#### [REQUIRED ACTION]
Pick out all lines in the listing holding the string "data" and copy them.

#### [INPUT]
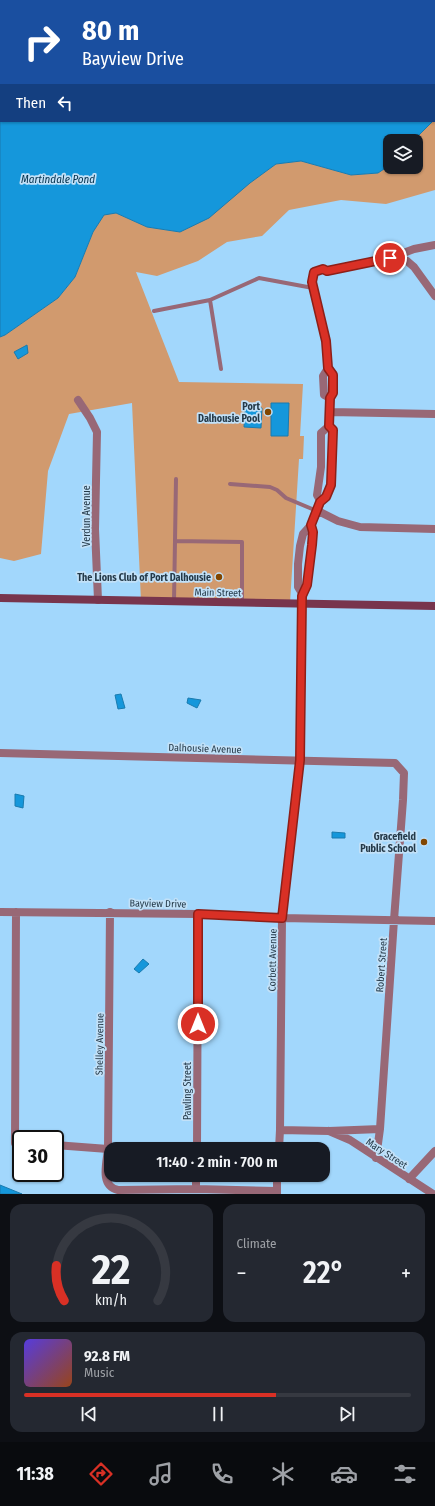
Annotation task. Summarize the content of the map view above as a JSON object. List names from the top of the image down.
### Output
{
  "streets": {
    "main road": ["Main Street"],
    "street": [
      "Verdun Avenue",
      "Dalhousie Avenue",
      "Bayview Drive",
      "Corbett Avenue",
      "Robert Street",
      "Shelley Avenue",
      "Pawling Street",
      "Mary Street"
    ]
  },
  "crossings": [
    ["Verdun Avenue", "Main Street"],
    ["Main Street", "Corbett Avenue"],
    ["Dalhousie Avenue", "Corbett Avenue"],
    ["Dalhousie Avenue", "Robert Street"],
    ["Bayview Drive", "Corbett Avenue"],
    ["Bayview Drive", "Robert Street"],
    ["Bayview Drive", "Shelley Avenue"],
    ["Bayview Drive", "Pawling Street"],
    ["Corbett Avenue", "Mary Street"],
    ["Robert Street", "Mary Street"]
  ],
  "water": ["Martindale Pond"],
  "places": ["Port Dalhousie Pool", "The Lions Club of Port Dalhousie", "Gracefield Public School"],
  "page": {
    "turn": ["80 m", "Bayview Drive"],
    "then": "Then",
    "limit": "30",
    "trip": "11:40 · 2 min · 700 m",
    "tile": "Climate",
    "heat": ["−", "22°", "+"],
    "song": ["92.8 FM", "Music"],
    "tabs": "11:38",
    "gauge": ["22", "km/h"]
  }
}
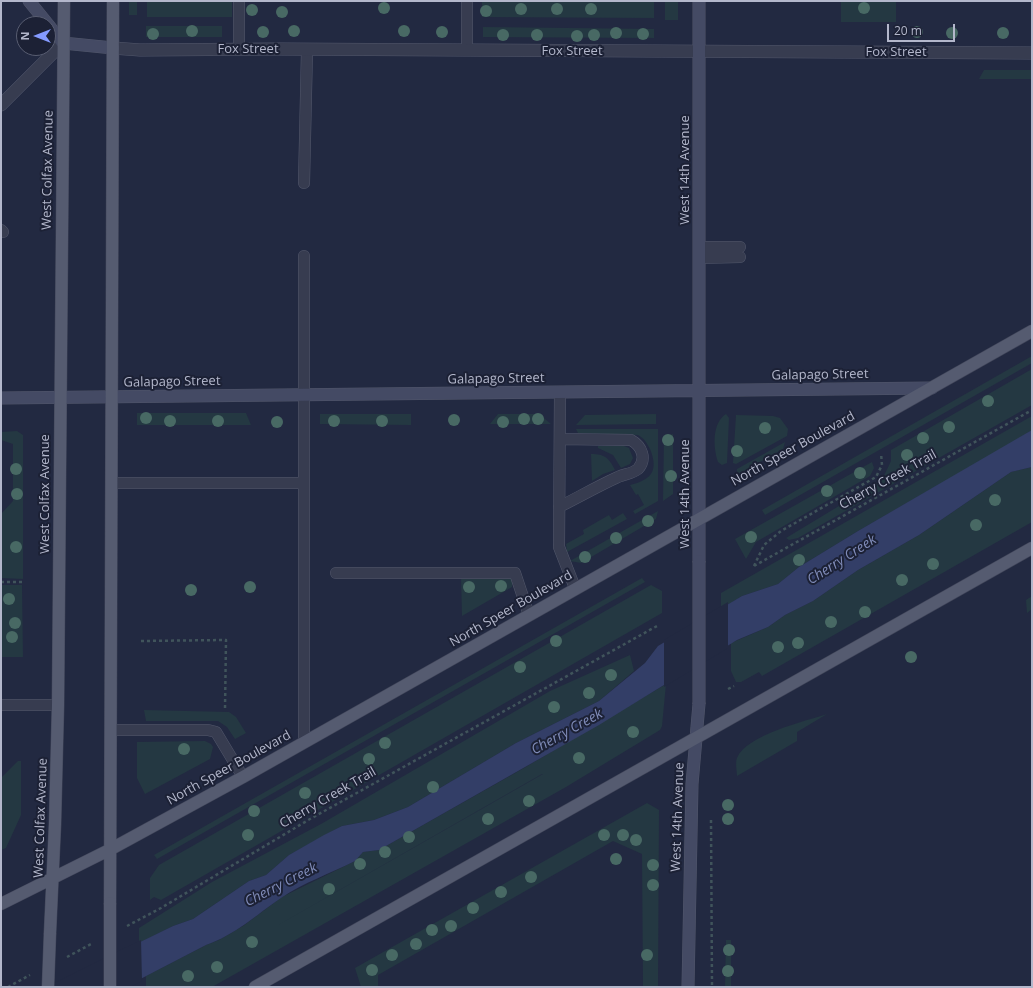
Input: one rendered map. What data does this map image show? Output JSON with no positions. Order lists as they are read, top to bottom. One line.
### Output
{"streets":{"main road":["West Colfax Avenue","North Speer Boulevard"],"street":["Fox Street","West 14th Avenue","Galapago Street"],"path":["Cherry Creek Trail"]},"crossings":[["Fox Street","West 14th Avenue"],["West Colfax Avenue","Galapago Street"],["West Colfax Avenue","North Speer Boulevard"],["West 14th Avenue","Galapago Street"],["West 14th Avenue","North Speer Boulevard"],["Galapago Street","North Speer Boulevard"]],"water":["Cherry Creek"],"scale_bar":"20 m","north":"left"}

* * *

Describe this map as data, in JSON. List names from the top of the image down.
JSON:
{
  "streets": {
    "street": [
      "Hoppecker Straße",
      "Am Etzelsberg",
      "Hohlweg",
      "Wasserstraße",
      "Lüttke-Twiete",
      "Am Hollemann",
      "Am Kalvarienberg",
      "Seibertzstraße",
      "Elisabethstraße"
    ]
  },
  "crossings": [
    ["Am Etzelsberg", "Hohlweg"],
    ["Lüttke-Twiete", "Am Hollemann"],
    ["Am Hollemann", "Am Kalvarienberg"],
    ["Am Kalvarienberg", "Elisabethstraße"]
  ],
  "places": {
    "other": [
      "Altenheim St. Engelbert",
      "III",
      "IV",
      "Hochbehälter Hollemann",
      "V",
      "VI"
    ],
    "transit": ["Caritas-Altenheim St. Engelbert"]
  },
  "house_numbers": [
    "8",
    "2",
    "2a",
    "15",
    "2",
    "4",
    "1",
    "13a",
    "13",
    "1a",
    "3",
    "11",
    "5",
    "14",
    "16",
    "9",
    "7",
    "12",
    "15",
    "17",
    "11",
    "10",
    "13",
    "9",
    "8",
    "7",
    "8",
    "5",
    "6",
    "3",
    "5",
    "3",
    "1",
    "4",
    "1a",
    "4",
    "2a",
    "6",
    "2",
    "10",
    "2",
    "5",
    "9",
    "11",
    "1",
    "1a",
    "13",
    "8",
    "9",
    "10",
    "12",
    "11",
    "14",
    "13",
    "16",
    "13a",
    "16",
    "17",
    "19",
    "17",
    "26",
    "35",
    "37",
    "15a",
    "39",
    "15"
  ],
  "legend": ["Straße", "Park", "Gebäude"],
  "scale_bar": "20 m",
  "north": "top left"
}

--

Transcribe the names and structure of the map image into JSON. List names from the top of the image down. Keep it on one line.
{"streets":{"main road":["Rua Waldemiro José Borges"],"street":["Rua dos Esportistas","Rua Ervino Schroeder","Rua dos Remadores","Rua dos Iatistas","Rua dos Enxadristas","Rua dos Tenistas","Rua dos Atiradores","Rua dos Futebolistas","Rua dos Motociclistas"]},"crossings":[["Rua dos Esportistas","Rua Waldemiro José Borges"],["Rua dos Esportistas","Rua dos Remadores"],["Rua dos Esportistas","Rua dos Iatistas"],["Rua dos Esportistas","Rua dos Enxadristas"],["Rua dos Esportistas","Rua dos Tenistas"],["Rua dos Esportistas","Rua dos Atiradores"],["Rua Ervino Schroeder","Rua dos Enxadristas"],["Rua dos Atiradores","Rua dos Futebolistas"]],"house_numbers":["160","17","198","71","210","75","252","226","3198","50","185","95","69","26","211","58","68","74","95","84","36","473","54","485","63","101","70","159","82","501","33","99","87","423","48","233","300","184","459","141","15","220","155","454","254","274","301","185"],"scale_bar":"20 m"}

#### [ANSWER TO THIS PROBLEM]
Input: one rendered map. What data does this map image show? Output JSON with no positions. Order lists as they are read, top to bottom. One line.
Describe this map as data, in JSON. List names from the top of the image down.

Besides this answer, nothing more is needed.